Text & Fotos: Mathias Paulokat

Von wegen Volks-Porsche: der Porsche 914/6 GT mit 2,0-Liter Boxermotor ist ein Porsche für Kenner. Die seltenen GT-Modelle stellen die besonders sportliche Variante des kompakten Targa-Modells dar. Classic Driver Händler Jörg Bratke hat ein komplett neu aufgebautes Fahrzeug für das Meilenwerk, Forum für Fahrkultur, im Rallye- und Renneinsatz.

Es ist noch gar nicht so lange her, da schmunzelten manche Zeitgenossen abfällig über den Sportwagen mit der Kennung 914. „Das ist doch kein echter Porsche!“ lautete das Urteil über den kleinen Mittelmotor-Sportwagen mit Klappscheinwerfern in der flachen Front und luftigem Targadach über dem tief liegenden Cockpit, welches im hinteren Kofferraum verstaut werden konnte. In der Tat unterschied sich der 914 von seinem großen Bruder, dem klassischen Porsche 911 Targa in zahlreichen Punkten. Das aber ist heute längst kein Grund mehr, den VW-Porsche zu verschmähen.
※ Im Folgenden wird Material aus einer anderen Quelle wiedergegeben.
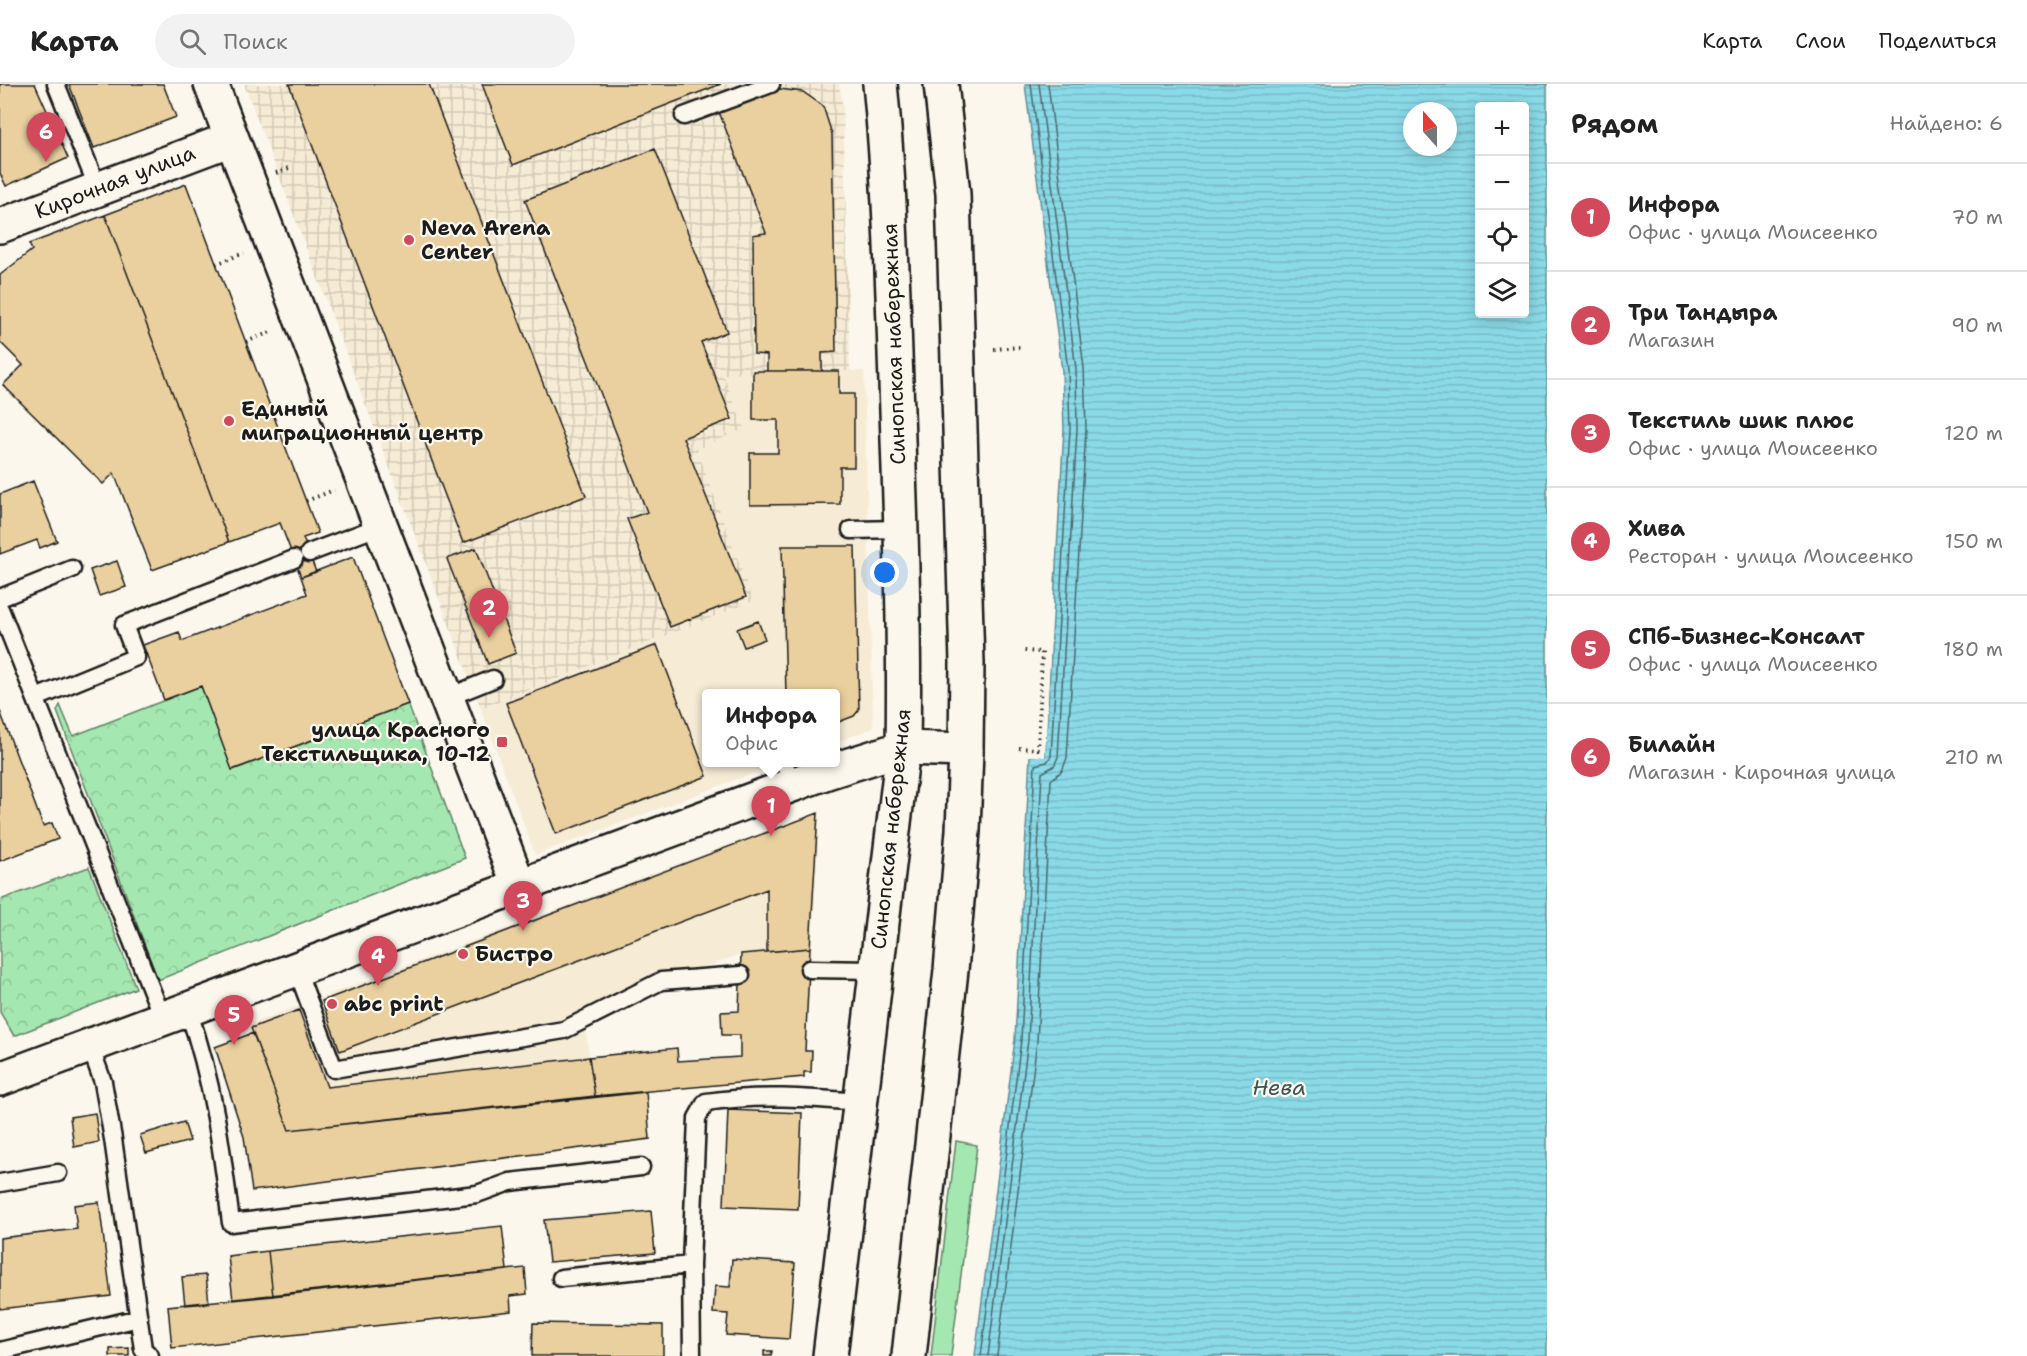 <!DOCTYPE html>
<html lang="ru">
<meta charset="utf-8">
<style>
:root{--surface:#fff;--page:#f2f2f2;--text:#222;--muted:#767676;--line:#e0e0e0;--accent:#d1495b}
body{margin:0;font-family:"Shantell Sans",sans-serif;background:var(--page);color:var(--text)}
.controls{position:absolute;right:18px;top:18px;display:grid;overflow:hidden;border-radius:6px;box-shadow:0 3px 15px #0003}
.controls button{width:54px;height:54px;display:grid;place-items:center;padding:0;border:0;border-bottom:2px solid var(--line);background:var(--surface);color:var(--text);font:30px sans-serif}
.compass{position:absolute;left:1403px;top:18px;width:54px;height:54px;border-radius:50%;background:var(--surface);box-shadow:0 3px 15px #0003;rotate:339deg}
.you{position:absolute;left:885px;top:489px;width:21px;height:21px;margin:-15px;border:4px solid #fff;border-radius:50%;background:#1a73e8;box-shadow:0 0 0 9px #1a73e833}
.badge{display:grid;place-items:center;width:39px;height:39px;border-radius:50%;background:var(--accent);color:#fff;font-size:20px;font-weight:700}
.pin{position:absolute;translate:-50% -50px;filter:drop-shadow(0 2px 3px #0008)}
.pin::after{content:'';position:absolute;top:32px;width:21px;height:18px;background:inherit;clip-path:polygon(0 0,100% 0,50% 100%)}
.popup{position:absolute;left:702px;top:605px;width:138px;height:78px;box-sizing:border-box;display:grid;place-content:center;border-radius:6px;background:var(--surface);filter:drop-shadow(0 2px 4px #0005);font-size:20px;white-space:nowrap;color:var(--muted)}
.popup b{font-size:22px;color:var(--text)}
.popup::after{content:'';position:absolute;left:50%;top:100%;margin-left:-12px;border:12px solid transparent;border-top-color:var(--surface)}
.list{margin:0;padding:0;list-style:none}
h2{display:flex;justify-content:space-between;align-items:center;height:78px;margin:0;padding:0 24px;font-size:26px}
h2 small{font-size:20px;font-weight:400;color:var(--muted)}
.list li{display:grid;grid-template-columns:39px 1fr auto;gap:18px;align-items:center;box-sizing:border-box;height:108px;padding:0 24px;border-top:2px solid var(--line)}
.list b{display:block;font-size:22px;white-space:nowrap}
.list p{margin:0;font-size:20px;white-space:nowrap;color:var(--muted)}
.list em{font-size:20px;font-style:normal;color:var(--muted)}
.icon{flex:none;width:33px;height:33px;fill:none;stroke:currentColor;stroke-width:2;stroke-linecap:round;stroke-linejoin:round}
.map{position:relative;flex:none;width:1547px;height:1272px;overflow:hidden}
header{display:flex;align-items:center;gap:36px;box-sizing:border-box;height:84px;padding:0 30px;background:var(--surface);border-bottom:2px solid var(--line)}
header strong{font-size:28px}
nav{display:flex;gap:33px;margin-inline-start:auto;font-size:21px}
.search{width:420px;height:54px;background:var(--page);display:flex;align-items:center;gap:15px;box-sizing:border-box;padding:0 21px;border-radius:33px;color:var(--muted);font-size:22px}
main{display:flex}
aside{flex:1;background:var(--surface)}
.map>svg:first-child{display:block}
.built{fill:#f6ebd5}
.industrial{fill:url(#industrial-grid)}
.green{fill:#a5e7b1;stroke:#608266;stroke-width:1.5}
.forest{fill:url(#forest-crowns);stroke:#608266;stroke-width:1.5}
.water{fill:url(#water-rules);stroke:#5f8e96;stroke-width:1.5;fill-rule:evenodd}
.pier{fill:#fbf7ec}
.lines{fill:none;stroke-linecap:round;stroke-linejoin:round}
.shore{stroke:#48686e;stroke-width:1.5}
.building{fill:#ead09f;stroke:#1c1c1c;stroke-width:1.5}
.service-casing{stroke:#1c1c1c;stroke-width:21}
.minor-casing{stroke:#1c1c1c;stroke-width:38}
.tertiary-casing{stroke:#1c1c1c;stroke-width:38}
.secondary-casing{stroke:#1c1c1c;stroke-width:38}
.path{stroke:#1c1c1c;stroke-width:4;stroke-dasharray:1.5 4.5;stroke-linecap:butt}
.service{stroke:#fbf7ec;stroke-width:16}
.minor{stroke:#fbf7ec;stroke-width:33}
.tertiary{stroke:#fbf7ec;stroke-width:33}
.secondary{stroke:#fbf7ec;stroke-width:33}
.poi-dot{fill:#d1495b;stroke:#fbf7ec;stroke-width:2}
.labels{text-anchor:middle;stroke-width:4.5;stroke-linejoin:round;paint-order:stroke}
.street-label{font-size:21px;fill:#1c1c1c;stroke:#fbf7ec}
.poi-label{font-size:21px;font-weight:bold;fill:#1c1c1c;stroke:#fbf7ec;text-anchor:start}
.water-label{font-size:22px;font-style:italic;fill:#3d5559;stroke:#fbf7ec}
</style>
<header>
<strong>Карта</strong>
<div class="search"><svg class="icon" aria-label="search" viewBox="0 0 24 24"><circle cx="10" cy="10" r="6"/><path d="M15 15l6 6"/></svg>Поиск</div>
<nav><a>Карта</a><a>Слои</a><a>Поделиться</a></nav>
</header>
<main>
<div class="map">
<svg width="1547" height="1272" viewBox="0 0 1547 1272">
<defs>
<pattern id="industrial-grid" width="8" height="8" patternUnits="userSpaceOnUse" patternTransform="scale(1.5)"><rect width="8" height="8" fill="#f6ebd5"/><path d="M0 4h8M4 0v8" fill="none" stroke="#d2c9b6"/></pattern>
<pattern id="forest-crowns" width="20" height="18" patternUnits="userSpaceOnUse" patternTransform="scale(1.5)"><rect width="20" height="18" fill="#a5e7b1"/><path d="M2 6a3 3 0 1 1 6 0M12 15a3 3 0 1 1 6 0" fill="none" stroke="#8dc698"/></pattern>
<pattern id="water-rules" width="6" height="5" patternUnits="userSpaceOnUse" patternTransform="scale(1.5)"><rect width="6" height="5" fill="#8bdae8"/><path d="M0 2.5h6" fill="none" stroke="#77bac6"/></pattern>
</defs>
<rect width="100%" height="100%" fill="#fbf7ec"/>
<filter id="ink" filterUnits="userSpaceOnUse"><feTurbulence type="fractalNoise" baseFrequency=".0167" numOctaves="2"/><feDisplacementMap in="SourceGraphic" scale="12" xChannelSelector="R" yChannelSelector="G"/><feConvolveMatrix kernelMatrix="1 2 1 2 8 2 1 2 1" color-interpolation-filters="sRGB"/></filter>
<g filter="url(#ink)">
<path class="built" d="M753 287H864L873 644 836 658V610H706V678L780 679 535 771 481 625 752 517 697 364 722 290Z
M820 727 812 864 741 870 583 928 595 1012 289 1046 250 940Z"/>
<path class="industrial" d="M244 0H839L843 23 850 287 723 290 744 345 697 365 753 517 481 625Z"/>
<path class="green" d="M956 1057 977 1061 951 1272H931Z"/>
<path class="forest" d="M201 602 233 686 408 620 465 774 158 896 57 627 60 621 73 652Z
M89 783 136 904 14 952 0 928V816Z"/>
<path class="water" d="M1025 0H1547V1272H975L1015 955 1030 672H1045L1064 345 1062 287ZM1480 22H1524V230H1480ZM1412 27H1448V63H1412Z"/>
<path class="pier" d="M1047 573H1050L1045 673 1030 672V669L1042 670Z"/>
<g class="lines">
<path class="shore" d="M981 1272 1021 956 1035 681 1047 678 1051 672 1070 345 1068 286 1031 0
M988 1272 1028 956 1042 689 1054 682 1058 673 1077 345 1076 285 1039 0
M997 1272 1037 957 1051 696 1062 687 1067 674 1086 345 1084 284 1048 0"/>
</g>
<path class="building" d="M0 0H35L68 74 6 102 0 89Z
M69 0H163L176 33 94 64Z
M289 0H429L586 412 463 459Z
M482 0H721L513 81Z
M779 5 803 8 823 22 832 50 836 268 822 269V287H767V271L754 270 753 151 766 149 719 28Z
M655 65 727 248 701 258 732 335 683 354 746 513 670 543 627 435 647 428 525 116Z
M186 100 318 449 303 454 316 488 301 493 280 439 229 458 105 131Z
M105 131 229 458 152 486 114 389 103 400 3 301 23 281 0 258V191L32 166 29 160Z
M753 287H839V310H854V383H840V420L750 421V369H778V336H753Z
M33 397 57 457 40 464 37 456 0 470V410Z
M782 462H855L859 626 854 632 836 639V610H786Z
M476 464 516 569 488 580 447 475Z
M353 473 408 620 232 686 201 602 164 616 143 561 179 548 182 557 307 510 301 493Z
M117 477 126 503 99 512 90 486Z
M758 537 765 555 744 563 737 545Z
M657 561 707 692 556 750 506 619Z
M0 627 43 742 52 739 58 755 0 777Z
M818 729 810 864 767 868V805L340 967 322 917Z
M810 864 805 967H812L811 988H804V993L595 1012 589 973 677 964 678 977 740 973V951H722L721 928 739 927 741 870Z
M299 926 327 1003 589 973 595 1012 289 1046 251 944Z
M253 949 289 1046 646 1008 650 1055 252 1107 244 1053 215 963Z
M728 1026 802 1029 798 1125 724 1122Z
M95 1029 99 1058 74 1063 70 1033Z
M184 1038 190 1057 146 1069 140 1051Z
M99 1118 111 1212 0 1225V1154L77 1145 74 1121Z
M651 1127 655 1169 549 1178 544 1136Z
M502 1142 507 1186 273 1212 268 1167Z
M268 1167 273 1212 233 1216 228 1172Z
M732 1175 795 1179 789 1255 726 1251 728 1230 713 1229 715 1202 730 1203Z
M525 1184 527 1210 510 1212 511 1227 172 1264 168 1222Z
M206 1191 209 1219 185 1221 182 1193Z
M533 1239 663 1241V1272H532Z
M129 1264V1272H110V1265Z
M764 1267H772L771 1272H764Z"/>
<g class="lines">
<defs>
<path id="service" d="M56 0 98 105
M684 32 771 0
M851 446 901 445
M309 469 380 442
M0 514 72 485
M0 525 163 935
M36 614 136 573 124 541 294 475
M446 614 493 595
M784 678 792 701
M809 885 876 886
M297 886 334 985 564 946 661 897 741 891
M188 926C213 996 222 1066 231 1139L477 1110 510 1098 641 1083
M90 962 103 998 113 1055 143 1265 150 1272
M0 1099 58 1089
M561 1194 691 1181
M0 1267 139 1234
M692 1272 691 1181 697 1034 706 1018C757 1010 809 1014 860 1018"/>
<path id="minor" d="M211 0 519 802
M0 142 231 55"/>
<path id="tertiary" d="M0 995 827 688 903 664 966 666"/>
<path id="secondary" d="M830 1272 903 664C905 552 901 440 897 327 893 218 891 109 880 0
M909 1272 951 886 963 747 966 666 967 579 953 110 941 0"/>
</defs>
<use href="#service" class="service-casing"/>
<use href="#minor" class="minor-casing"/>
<use href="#tertiary" class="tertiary-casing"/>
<use href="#secondary" class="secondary-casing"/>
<path class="path" d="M276 89 289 84
M216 180 244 169
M246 258 273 247
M994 265 1021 263
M306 417 334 406
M1019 664 1038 665 1042 568 1024 567"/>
<use href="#service" class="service"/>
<use href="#minor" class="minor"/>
<use href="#tertiary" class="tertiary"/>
<use href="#secondary" class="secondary"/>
</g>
</g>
<g class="poi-dot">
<circle cx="409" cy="156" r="6"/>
<circle cx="229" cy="337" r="6"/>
<rect x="496" y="652" width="12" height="12" rx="3"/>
<circle cx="463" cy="870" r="6"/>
<circle cx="332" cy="920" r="6"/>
</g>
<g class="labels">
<g class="street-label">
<text transform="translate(115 98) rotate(-21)" y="7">Кирочная улица</text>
<text transform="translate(894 260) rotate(-92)" y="7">Синопская набережная</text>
<text transform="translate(891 745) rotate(-84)" y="7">Синопская набережная</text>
</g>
<g class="poi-label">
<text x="421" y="151">Neva Arena<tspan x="421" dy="24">Center</tspan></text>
<text x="241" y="332">Единый<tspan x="241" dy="24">миграционный центр</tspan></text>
<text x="490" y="653" text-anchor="end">улица Красного<tspan x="490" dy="24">Текстильщика, 10-12</tspan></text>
<text x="475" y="877">Бистро</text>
<text x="344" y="927">abc print</text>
</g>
<g class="water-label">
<text x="1279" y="1011">Нева</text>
</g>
</g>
</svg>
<div class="controls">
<button>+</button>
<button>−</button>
<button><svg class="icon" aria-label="locate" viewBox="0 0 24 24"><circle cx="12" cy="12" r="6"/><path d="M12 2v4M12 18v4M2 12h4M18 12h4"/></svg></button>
<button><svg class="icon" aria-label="layers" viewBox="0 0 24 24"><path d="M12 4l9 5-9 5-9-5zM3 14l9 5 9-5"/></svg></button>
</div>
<svg class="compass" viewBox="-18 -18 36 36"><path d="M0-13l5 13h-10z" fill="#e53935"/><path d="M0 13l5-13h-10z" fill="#767676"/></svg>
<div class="you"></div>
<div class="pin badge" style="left:771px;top:752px">1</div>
<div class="popup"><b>Инфора</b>Офис</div>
<div class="pin badge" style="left:489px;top:554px">2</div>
<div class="pin badge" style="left:523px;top:847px">3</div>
<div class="pin badge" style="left:378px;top:902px">4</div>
<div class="pin badge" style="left:234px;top:961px">5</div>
<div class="pin badge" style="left:46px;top:78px">6</div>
</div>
<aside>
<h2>Рядом<small>Найдено: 6</small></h2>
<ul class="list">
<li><span class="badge">1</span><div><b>Инфора</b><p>Офис · улица Моисеенко</p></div><em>70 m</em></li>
<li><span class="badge">2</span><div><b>Три Тандыра</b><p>Магазин</p></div><em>90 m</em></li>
<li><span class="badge">3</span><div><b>Текстиль шик плюс</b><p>Офис · улица Моисеенко</p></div><em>120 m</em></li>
<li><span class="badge">4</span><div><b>Хива</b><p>Ресторан · улица Моисеенко</p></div><em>150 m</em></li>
<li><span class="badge">5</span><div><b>СПб-Бизнес-Консалт</b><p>Офис · улица Моисеенко</p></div><em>180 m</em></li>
<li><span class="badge">6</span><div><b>Билайн</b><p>Магазин · Кирочная улица</p></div><em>210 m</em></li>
</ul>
</aside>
</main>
Das Gegenteil ist der Fall. Gute Exemplare – vor allem solche, mit dem stärkeren Sechszylinder-Boxermotor – sind gesucht. Es handelt sich um junge Klassiker mit Zeitgeist-Kult. Und originale Fahrzeuge in gutem Zustand können in punkto Fahrzeugwert mit klassischen 911er locker mithalten. „Der 914/6 GT spielt allerdings noch eine Liga höher“, erklärt Jörg Bratke von Bergen, der als Classic Driver Händler bei der Rallye Hamburg-Berlin Klassik dem Meilenwerk-Rennteam angehört. „Der GT stellt die renntaugliche Version des 914 dar. Unser Auto aus dem Jahr 1972 ist ein originalgetreuer Aufbau des einstigen Max Moritz Rennwagens. Entsprechende FIA-Papiere gemäß Anhang K begleiten das Fahrzeug.“

Die Entstehung des 914

Porsche und Volkswagen, das ist keine neue Liaison. Was mit dem Ur-Käfer begann, nahm im Laufe der Geschichte immer wieder neue Formen an. So wollte Volkswagen Mitte der 1960er Jahre den zwischenzeitlich veralteten Volkswagen Karmann Ghia durch ein modernes Fahrzeug ersetzen. Es sollte ausreichend sportlich und vor allem massentauglich sein. Die seinerzeit engen Bande zwischen VW und Porsche führten zu einer Kooperation. Denn Porsche besaß zu dem Zeitpunkt im Segment für das breite Publikum kein überzeugendes Fahrzeug. Die Epoche der lange gebauten 356er Modelle war bereits vorüber. Und der Porsche 912, eine Vierzylinder-Sparvariante des 911, konnte sich aufgrund von Kraftermangelung nicht am Markt durchsetzen.

Die Idee: das neue und gemeinsam konstruierte Fahrzeug sollte sowohl bei Volkswagen als auch bei Porsche erhältlich sein, was im Gegenzug die Entwicklungskosten für beide Parteien reduzieren sollte. Die Karosserie aus Stahlblech sollte von Karmann kommen. Allerdings brachte ein Führungswechsel bei Volkswagen das per Handschlag vereinbarte Agreement zwischen Ferry Porsche (Porsche) und Heinrich Nordhoff (Volkswagen) ins Wanken. Mit dem unglücklichen Ergebnis, dass eine eigenständige „VW-Porsche Vertriebs GmbH“, kurz „VG“, die Geschicke der Vermarktung übernahm. Und die startete nicht gerade erfolgreich. Mangelndes Image, anfängliche Verarbeitungsschwächen und Korrosionsneigung degradierten das Fahrzeug zum „VoPo“ – zum Volks-Porsche. Immerhin: Von dem VW-Porsche entstanden von Herbst 1969 bis 1976 knapp 120.000 Einheiten.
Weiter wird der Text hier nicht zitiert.